View lineage information - DataWorks - Alibaba Cloud Documentation Center

In DataWorks Data Map, you can view detailed lineage information for tables and DataService Studio APIs on their details pages. This information helps you trace and manage data. This topic describes how to view lineages in Data Map.

Table lineages

Access

Find a table and go to its details page. Click the Lineage tab to view table-level and field-level lineage details. You can also analyze impacts, retrieve a list of descendant tables, download the list as a local file, or send change notifications by email.

Note

Data Map displays lineages between tables and between fields that are parsed from scheduling jobs and data forwarding information. Lineages from manual operations, such as temporary queries, are not included. The lineage of offline data is updated on a T+1 basis.

Limits on different types of data sources

E-MapReduce

To manage metadata for a DataLake or custom cluster in DataWorks, you must first configure EMR-HOOK in the cluster. If EMR-HOOK is not configured, data lineages cannot be displayed in DataWorks. For more information about how to configure EMR-HOOK, see Configure EMR-HOOK for Hive.
You cannot view the data lineage of a Spark cluster that is created on the EMR on ACK page. However, you can view the data lineage of an EMR Serverless Spark cluster.
You cannot view the data lineage of a task that is developed using an EMR Presto node.

AnalyticDB for MySQL

Note

You must submit a ticket to enable the data lineage feature for your AnalyticDB for MySQL instance.
If the metadata source is AnalyticDB for Spark, data is collected automatically.
If the metadata source is AnalyticDB for Spark, you can configure the Spark parameter spark.sql.queryExecutionListeners = com.aliyun.dataworks.meta.lineage.LineageListener to enable real-time lineage.
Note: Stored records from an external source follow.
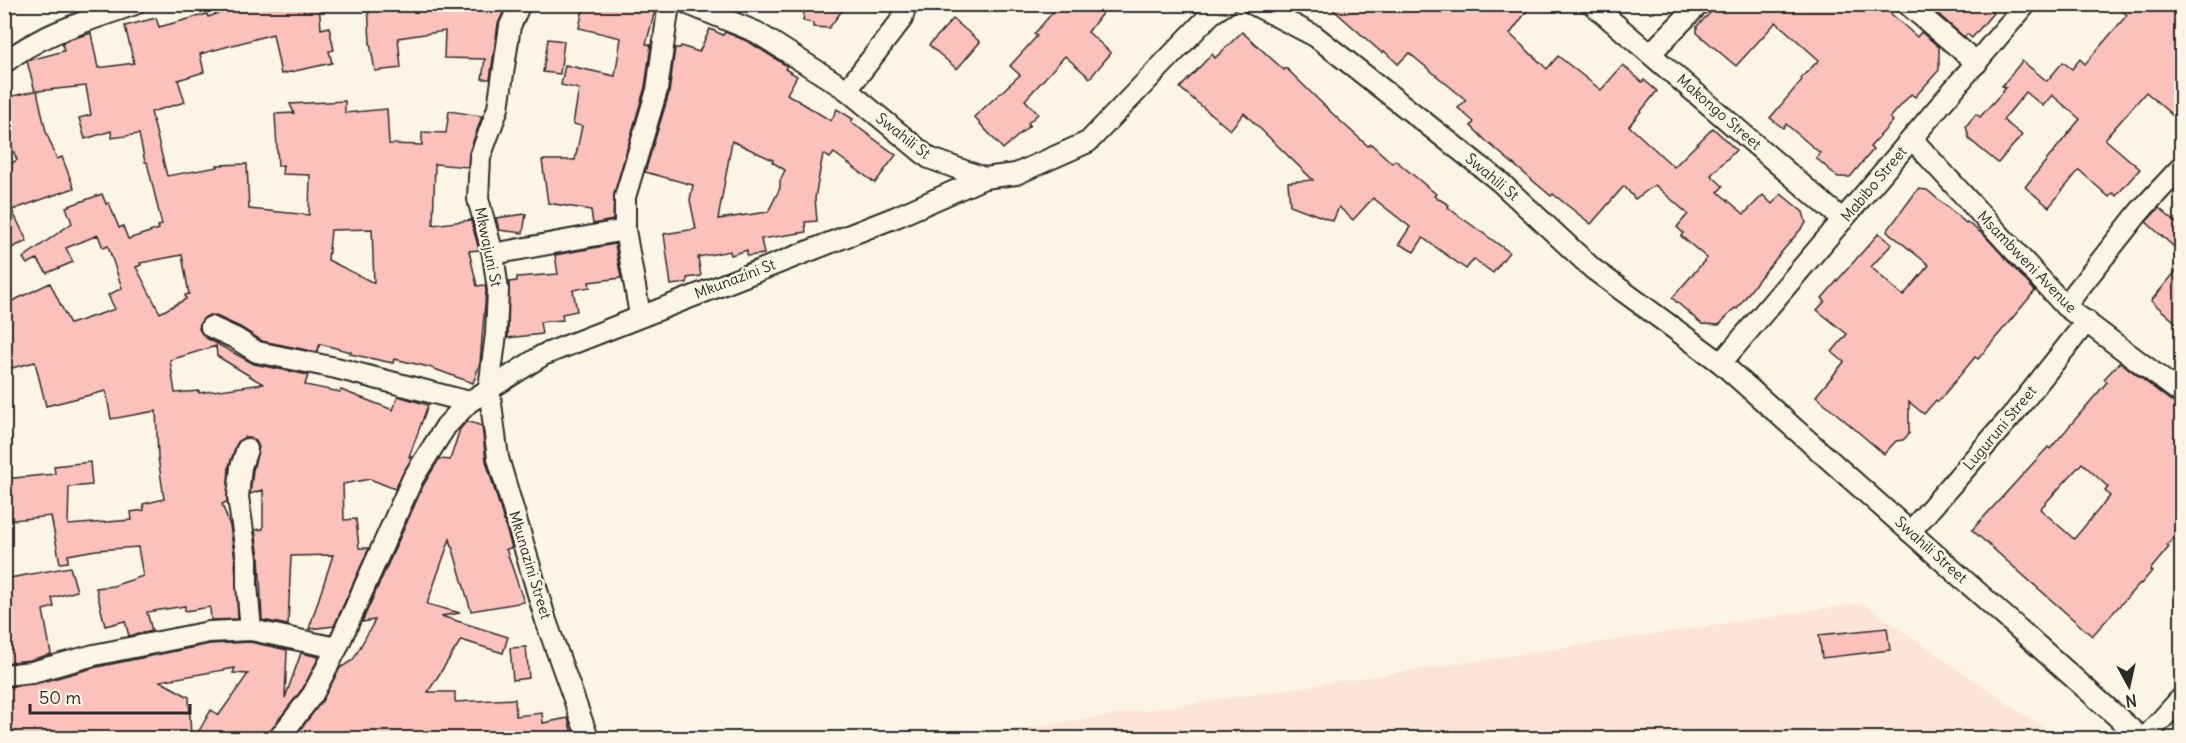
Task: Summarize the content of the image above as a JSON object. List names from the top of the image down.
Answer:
{
  "streets": {
    "street": [
      "Makongo Street",
      "Swahili St",
      "Mabibo Street",
      "Mkwajuni St",
      "Msambweni Avenue",
      "Mkunazini St",
      "Luguruni Street",
      "Swahili Street",
      "Mkunazini Street"
    ]
  },
  "crossings": [
    ["Makongo Street", "Mabibo Street"],
    ["Swahili St", "Mabibo Street"],
    ["Swahili St", "Mkunazini St"],
    ["Swahili St", "Swahili Street"],
    ["Mabibo Street", "Msambweni Avenue"],
    ["Mabibo Street", "Swahili Street"],
    ["Mkwajuni St", "Mkunazini St"],
    ["Mkwajuni St", "Mkunazini Street"],
    ["Msambweni Avenue", "Luguruni Street"],
    ["Mkunazini St", "Mkunazini Street"],
    ["Luguruni Street", "Swahili Street"]
  ],
  "scale_bar": "50 m",
  "north": "bottom"
}
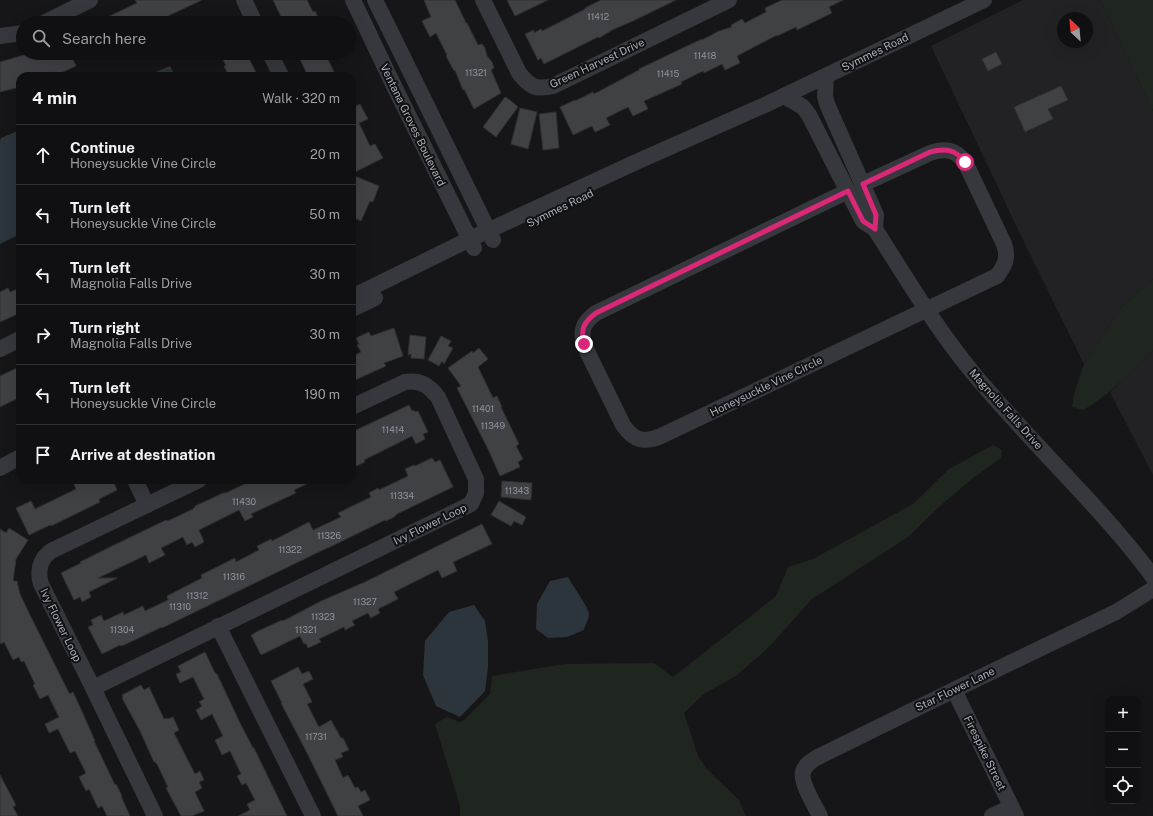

For AnalyticDB for MySQL tables, specific SQL commands do not support the generation of lineage information in Data Map. The limitations are as follows.

SQL commands that do not support lineage display:

Unsupported SQL

Example

SQL statements that contain keywords such as join or union, or that use the asterisk wildcard (*).

For example, Data Map cannot display the lineage for the following SQL statement because it contains an asterisk (*).

INSERT INTO test SELECT * FROM test1, test2 WHERE test1.id = test2.id

Subqueries are not supported.

For example, Data Map cannot display the lineage for the following SQL statement because it contains a subquery.

SELECT column1, column2 FROM table1 WHERE column3 IN (SELECT column4 FROM table2 WHERE column5 = 'value')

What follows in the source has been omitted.